■ Task statement
Could you please find each line in the records that contains the word "public" and copy it?

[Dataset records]
BEGIN

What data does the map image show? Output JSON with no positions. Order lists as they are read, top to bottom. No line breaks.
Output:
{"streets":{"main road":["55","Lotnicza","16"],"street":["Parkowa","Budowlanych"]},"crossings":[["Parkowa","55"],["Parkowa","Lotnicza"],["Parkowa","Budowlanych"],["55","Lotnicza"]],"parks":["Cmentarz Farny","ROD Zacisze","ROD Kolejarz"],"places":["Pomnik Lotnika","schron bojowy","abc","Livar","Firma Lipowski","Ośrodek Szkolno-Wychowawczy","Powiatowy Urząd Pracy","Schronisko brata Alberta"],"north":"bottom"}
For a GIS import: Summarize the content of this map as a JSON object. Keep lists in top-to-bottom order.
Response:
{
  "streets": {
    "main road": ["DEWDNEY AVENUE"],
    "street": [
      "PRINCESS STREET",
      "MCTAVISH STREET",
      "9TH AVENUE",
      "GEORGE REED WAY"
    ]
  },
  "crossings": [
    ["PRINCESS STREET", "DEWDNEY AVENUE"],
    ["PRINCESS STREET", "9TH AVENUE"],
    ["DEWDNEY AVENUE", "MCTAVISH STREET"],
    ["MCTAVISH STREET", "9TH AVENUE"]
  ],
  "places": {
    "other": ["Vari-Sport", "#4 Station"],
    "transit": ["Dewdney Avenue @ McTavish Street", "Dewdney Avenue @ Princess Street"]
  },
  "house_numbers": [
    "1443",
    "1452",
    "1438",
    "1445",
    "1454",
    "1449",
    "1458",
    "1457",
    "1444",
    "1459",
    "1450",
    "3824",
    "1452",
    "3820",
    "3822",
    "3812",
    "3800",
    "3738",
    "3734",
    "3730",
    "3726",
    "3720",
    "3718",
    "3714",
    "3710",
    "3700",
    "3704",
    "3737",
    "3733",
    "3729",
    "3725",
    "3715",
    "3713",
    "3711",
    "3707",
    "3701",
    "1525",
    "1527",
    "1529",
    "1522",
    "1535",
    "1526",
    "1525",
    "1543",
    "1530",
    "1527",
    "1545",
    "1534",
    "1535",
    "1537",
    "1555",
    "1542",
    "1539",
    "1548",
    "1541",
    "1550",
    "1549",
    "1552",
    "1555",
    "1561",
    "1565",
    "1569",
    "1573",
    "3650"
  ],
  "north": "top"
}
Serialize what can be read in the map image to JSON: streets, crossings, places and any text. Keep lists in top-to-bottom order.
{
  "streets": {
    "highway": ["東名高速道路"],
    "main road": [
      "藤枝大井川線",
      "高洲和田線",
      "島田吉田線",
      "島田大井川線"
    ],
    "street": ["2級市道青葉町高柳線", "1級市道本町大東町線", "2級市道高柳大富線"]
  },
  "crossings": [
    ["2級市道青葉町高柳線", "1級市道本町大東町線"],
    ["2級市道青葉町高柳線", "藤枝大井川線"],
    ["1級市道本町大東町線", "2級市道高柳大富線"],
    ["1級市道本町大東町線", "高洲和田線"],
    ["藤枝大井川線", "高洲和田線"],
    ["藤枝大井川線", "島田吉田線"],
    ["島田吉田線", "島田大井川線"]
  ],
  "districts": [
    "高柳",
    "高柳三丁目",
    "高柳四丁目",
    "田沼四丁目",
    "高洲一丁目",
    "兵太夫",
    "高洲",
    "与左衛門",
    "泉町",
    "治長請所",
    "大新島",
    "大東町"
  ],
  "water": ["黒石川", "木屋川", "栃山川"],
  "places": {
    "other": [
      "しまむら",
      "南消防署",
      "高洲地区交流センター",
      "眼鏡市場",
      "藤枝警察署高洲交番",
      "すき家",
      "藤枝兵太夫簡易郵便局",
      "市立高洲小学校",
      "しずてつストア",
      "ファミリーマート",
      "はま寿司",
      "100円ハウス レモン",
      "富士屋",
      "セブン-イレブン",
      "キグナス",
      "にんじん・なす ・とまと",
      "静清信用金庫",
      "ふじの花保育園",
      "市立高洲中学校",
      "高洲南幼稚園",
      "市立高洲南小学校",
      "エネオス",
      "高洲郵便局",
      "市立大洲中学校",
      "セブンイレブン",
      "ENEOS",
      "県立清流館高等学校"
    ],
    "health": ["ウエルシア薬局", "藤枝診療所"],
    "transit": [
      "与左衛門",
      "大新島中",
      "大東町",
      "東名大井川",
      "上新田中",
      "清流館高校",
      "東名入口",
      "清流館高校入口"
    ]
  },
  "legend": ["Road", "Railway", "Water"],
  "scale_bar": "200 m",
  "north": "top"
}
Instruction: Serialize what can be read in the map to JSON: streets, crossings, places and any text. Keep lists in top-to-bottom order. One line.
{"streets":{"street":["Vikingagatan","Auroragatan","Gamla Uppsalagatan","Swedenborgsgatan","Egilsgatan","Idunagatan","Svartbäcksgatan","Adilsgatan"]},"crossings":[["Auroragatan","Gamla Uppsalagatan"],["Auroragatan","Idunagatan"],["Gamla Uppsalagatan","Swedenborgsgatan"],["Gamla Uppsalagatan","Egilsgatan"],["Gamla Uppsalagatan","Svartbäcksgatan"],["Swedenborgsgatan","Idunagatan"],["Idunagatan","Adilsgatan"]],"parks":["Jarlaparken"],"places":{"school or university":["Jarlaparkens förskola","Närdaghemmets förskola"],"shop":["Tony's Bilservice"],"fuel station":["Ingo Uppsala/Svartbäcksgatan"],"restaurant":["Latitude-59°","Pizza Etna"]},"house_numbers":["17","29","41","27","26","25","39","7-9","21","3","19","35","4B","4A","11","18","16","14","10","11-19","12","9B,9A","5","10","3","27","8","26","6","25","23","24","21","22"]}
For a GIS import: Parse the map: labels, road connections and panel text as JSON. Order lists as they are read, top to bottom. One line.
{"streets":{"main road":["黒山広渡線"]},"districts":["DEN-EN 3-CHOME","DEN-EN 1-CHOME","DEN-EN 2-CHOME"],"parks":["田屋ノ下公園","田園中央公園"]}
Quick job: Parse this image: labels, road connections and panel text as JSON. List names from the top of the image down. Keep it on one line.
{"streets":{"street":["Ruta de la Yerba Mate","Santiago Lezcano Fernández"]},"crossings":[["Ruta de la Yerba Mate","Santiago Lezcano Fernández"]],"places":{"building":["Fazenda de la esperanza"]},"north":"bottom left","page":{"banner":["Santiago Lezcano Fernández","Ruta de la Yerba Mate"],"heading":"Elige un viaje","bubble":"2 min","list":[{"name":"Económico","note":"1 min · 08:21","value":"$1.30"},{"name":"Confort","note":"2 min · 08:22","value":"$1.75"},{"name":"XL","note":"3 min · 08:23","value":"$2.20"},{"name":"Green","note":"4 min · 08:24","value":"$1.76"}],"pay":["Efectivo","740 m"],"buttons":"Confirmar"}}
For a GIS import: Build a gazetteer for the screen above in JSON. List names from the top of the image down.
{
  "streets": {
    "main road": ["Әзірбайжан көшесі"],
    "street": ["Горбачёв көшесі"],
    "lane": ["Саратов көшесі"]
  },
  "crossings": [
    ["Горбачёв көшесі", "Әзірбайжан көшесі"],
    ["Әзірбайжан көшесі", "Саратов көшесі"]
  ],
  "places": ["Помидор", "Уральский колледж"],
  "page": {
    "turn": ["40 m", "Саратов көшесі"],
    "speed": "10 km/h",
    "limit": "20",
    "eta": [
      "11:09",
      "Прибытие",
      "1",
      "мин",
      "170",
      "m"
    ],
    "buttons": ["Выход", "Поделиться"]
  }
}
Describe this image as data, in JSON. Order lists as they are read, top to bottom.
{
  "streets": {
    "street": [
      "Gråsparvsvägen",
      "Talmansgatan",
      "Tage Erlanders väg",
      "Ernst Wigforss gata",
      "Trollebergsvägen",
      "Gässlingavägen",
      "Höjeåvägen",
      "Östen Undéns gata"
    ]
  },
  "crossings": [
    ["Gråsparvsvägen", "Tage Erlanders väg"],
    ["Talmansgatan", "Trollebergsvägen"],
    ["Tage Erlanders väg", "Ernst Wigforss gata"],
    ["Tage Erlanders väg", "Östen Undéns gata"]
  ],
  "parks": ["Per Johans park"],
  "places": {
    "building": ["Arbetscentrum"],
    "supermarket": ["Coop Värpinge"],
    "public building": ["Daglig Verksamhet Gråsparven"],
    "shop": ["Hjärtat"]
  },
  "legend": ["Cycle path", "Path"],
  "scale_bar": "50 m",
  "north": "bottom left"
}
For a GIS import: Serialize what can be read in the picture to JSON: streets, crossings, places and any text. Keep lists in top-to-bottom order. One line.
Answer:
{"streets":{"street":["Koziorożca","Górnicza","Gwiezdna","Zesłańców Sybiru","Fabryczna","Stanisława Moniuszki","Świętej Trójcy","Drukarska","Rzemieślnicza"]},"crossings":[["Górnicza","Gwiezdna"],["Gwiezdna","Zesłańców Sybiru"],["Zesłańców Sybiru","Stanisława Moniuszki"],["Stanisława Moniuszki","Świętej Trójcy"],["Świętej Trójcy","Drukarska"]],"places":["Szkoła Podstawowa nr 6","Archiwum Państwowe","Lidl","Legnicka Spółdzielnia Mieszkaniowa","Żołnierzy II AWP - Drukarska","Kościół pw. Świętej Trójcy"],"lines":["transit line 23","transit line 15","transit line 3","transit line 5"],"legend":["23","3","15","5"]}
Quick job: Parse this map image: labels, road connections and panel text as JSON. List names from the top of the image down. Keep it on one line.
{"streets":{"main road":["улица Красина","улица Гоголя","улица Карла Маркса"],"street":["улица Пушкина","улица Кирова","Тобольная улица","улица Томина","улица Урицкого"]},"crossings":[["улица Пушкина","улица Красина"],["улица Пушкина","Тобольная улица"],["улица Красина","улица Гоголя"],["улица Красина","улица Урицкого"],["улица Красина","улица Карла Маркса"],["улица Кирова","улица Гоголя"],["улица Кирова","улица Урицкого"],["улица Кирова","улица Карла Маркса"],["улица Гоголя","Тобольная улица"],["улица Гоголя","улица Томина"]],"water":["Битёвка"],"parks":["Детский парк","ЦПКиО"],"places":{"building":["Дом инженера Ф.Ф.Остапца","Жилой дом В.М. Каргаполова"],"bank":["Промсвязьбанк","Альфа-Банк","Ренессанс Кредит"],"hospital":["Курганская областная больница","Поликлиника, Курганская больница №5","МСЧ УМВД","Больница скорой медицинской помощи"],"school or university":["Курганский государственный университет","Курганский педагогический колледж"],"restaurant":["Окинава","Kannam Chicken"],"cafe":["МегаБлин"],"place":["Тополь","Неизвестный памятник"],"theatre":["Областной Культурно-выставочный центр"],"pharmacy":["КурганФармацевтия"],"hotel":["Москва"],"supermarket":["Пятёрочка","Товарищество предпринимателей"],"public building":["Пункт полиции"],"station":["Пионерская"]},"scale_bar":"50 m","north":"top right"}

END

■ Exercise response
    "public building": ["Daglig Verksamhet Gråsparven"],
{"streets":{"main road":["улица Красина","улица Гоголя","улица Карла Маркса"],"street":["улица Пушкина","улица Кирова","Тобольная улица","улица Томина","улица Урицкого"]},"crossings":[["улица Пушкина","улица Красина"],["улица Пушкина","Тобольная улица"],["улица Красина","улица Гоголя"],["улица Красина","улица Урицкого"],["улица Красина","улица Карла Маркса"],["улица Кирова","улица Гоголя"],["улица Кирова","улица Урицкого"],["улица Кирова","улица Карла Маркса"],["улица Гоголя","Тобольная улица"],["улица Гоголя","улица Томина"]],"water":["Битёвка"],"parks":["Детский парк","ЦПКиО"],"places":{"building":["Дом инженера Ф.Ф.Остапца","Жилой дом В.М. Каргаполова"],"bank":["Промсвязьбанк","Альфа-Банк","Ренессанс Кредит"],"hospital":["Курганская областная больница","Поликлиника, Курганская больница №5","МСЧ УМВД","Больница скорой медицинской помощи"],"school or university":["Курганский государственный университет","Курганский педагогический колледж"],"restaurant":["Окинава","Kannam Chicken"],"cafe":["МегаБлин"],"place":["Тополь","Неизвестный памятник"],"theatre":["Областной Культурно-выставочный центр"],"pharmacy":["КурганФармацевтия"],"hotel":["Москва"],"supermarket":["Пятёрочка","Товарищество предпринимателей"],"public building":["Пункт полиции"],"station":["Пионерская"]},"scale_bar":"50 m","north":"top right"}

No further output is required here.